In November 1885 Vincent moved to Antwerp and rented a small room above a paint dealer’s shop. He had little money and ate poorly, preferring to spend the money.
While in Antwerp, he applied himself to the study of color theory and spent time in museums, particularly studying the work of Peter Paul Rubens, gaining encouragement to broaden his palette.
Vincent spent three monts in Antwerp.

He bought Japanese Ukiyo-e woodcuts, and incorporated their style into the background of some of his paintings.
While in Antwerp Vincent began to drink absinthe heavily.
Despite his rejection of academic teaching, he took the higher-level admission exams at the Academy of Fine Arts in Antwerp, and, in January 1886, matriculated in painting and drawing. For most of February, he was ill and run down by overwork, a poor diet, and excessive smoking.
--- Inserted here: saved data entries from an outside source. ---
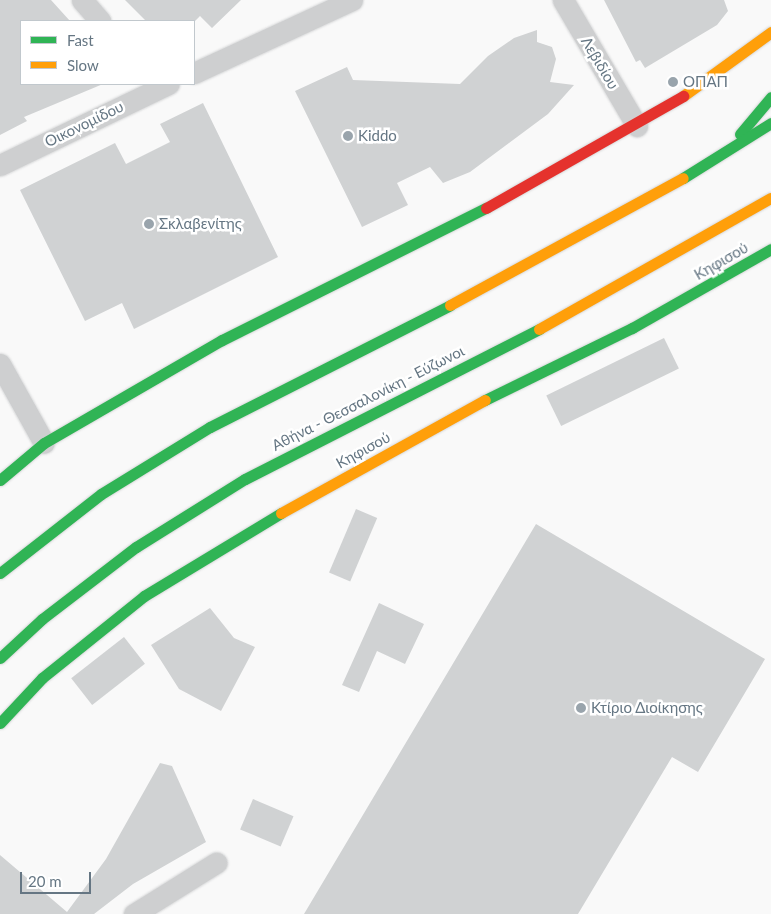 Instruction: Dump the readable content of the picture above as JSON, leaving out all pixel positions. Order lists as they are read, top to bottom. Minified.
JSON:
{"streets":{"main road":["Κηφισού","Αθήνα - Θεσσαλονίκη - Εύζωνοι"],"street":["Λεβιδίου","Οικονομίδου"]},"places":["ΟΠΑΠ","Kiddo","Σκλαβενίτης","Κτίριο Διοίκησης"],"legend":["Fast","Slow"],"scale_bar":"20 m"} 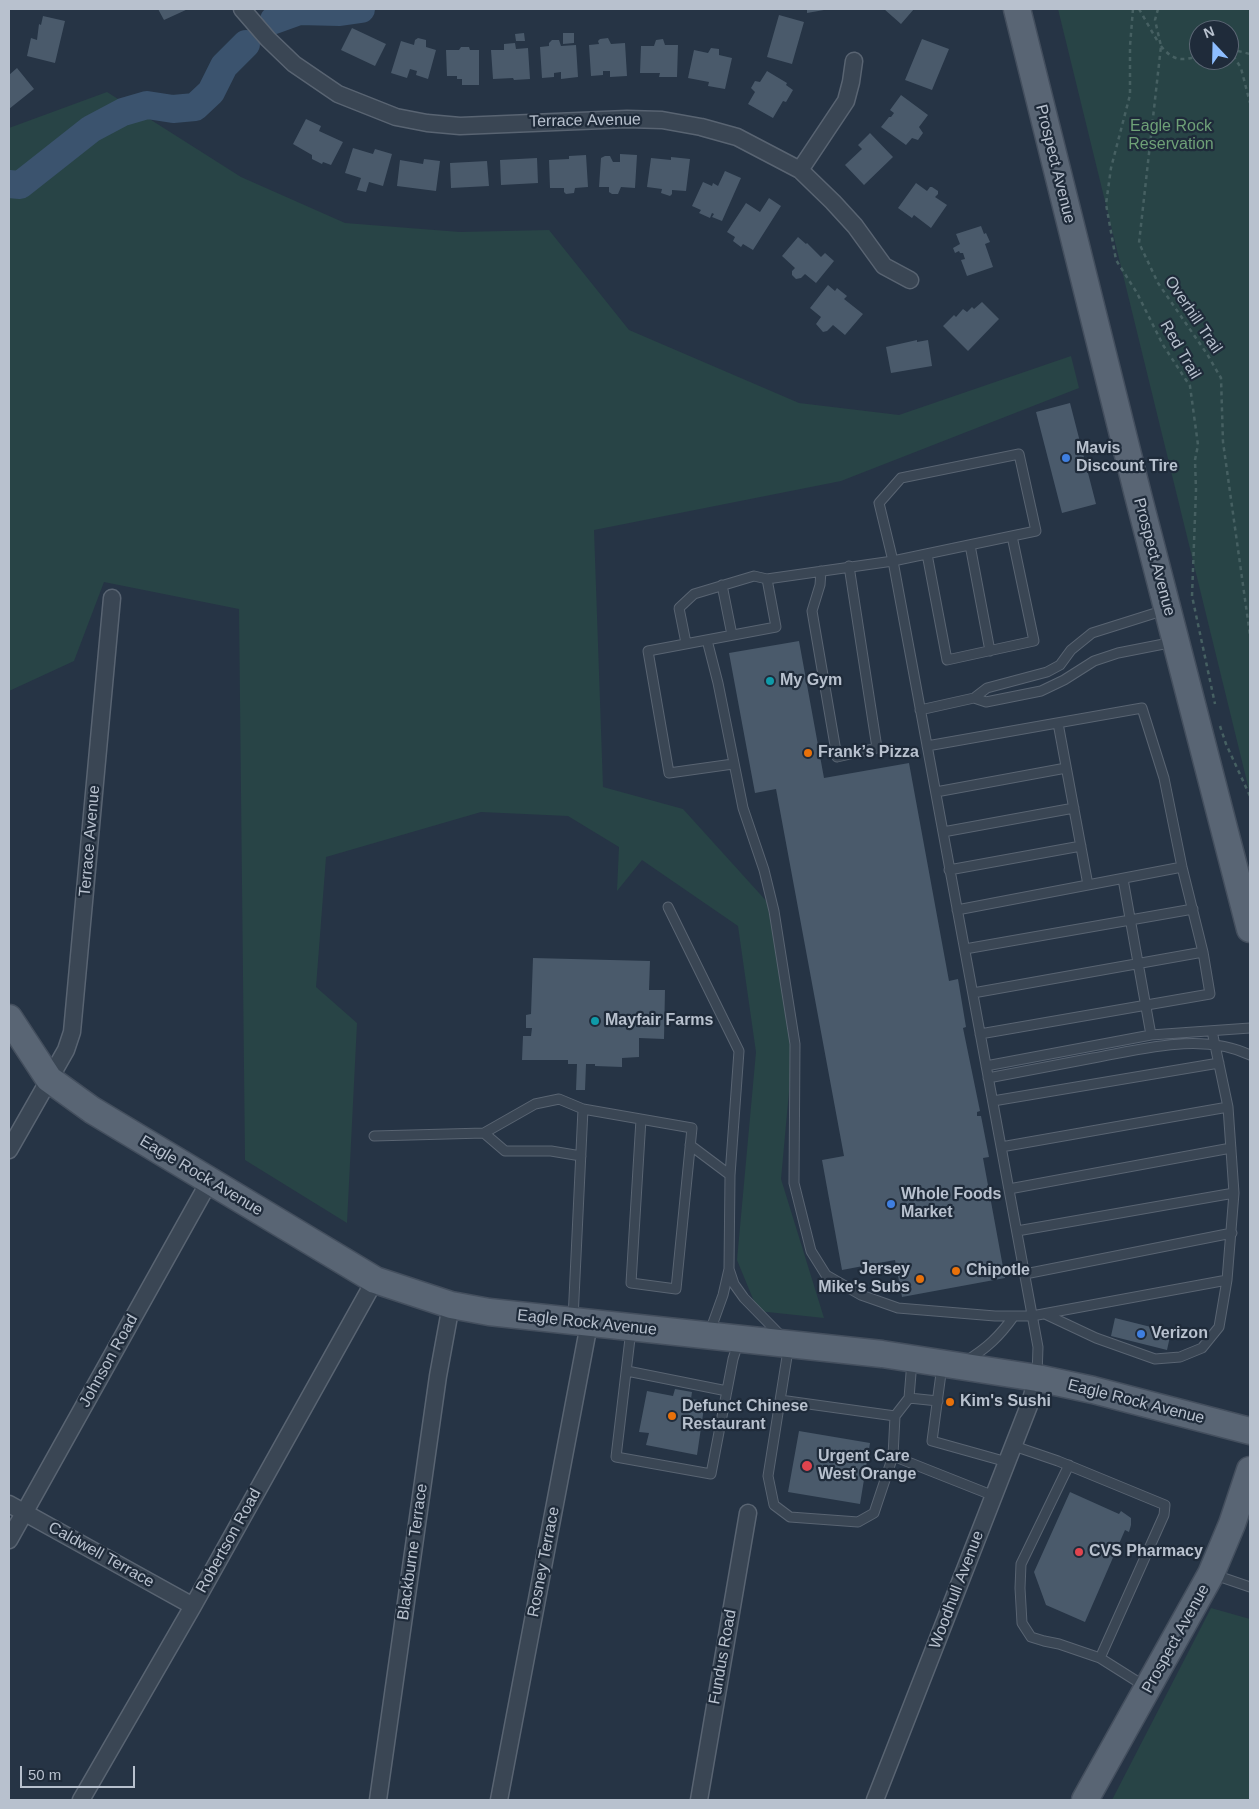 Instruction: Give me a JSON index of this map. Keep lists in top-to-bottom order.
{
  "streets": {
    "main road": ["Prospect Avenue", "Eagle Rock Avenue"],
    "street": [
      "Terrace Avenue",
      "Johnson Road",
      "Robertson Road",
      "Blackburne Terrace",
      "Caldwell Terrace",
      "Rosney Terrace",
      "Woodhull Avenue",
      "Fundus Road"
    ],
    "path": ["Overhill Trail", "Red Trail"]
  },
  "crossings": [
    ["Terrace Avenue", "Eagle Rock Avenue"],
    ["Eagle Rock Avenue", "Johnson Road"],
    ["Eagle Rock Avenue", "Robertson Road"],
    ["Eagle Rock Avenue", "Blackburne Terrace"],
    ["Eagle Rock Avenue", "Rosney Terrace"],
    ["Eagle Rock Avenue", "Woodhull Avenue"],
    ["Johnson Road", "Caldwell Terrace"],
    ["Robertson Road", "Caldwell Terrace"]
  ],
  "parks": ["Eagle Rock Reservation"],
  "places": [
    "Mavis Discount Tire",
    "My Gym",
    "Frank’s Pizza",
    "Mayfair Farms",
    "Whole Foods Market",
    "Chipotle",
    "Jersey Mike's Subs",
    "Verizon",
    "Kim's Sushi",
    "Defunct Chinese Restaurant",
    "Urgent Care West Orange",
    "CVS Pharmacy"
  ],
  "scale_bar": "50 m",
  "north": "top"
} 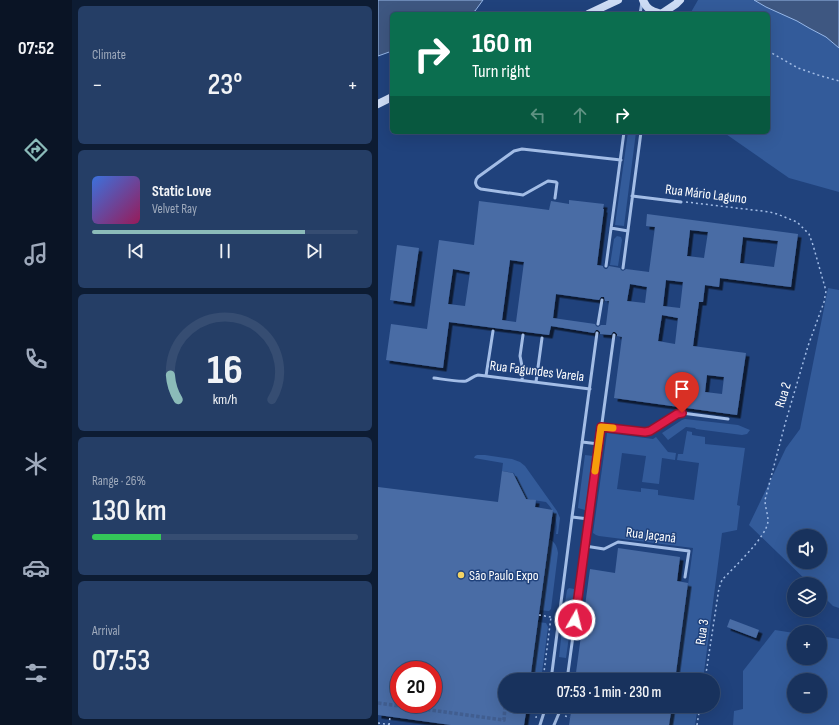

Peter Paul Rubens The Hunting

To Theo van Gogh. Antwerp, Saturday, 28 November 1885.
Saturday evening

My dear Theo,
Wanted to write to you with a few more impressions of Antwerp. This morning I went for a really good walk in the pouring rain, an expedition with the object of fetching my things from the customs office. The different entrepôts and hangars on the wharves are very fine.
I’ve already walked in all directions around these docks and wharves several times. It’s a strange contrast, particularly when one comes from the sand and the heath and the tranquillity of a country village and hasn’t been in anything but quiet surroundings for a long time. It’s an incomprehensible confusion.
One of De Goncourt’s sayings was ‘Japonaiserie for ever’. Well, these docks are one huge Japonaiserie, fantastic, singular, strange — at least, one can see them like that.


Japonaiserie

I’d like to walk with you there to find out whether we look at things the same way.
One could do anything there, townscapes — figures of the most diverse character — the ships as the central subject with water and sky in delicate grey — but above all — Japonaiseries.
I mean, the figures there are always in motion, one sees them in the most peculiar settings, everything fantastic, and interesting contrasts keep appearing of their own accord.
(…)
Yours truly,
Vincent

It’s curious that my painted studies look darker here in the city than in the country — is this because the light isn’t as bright anywhere in the city? I don’t know — but it might differ more than one would say on the face of it. It struck me, and I could understand that things that are with you also appear darker than I thought they were in the country. Still, the ones I’ve brought with me now don’t look bad all the same — the mill — avenue of autumn trees and still life, and a few small ones.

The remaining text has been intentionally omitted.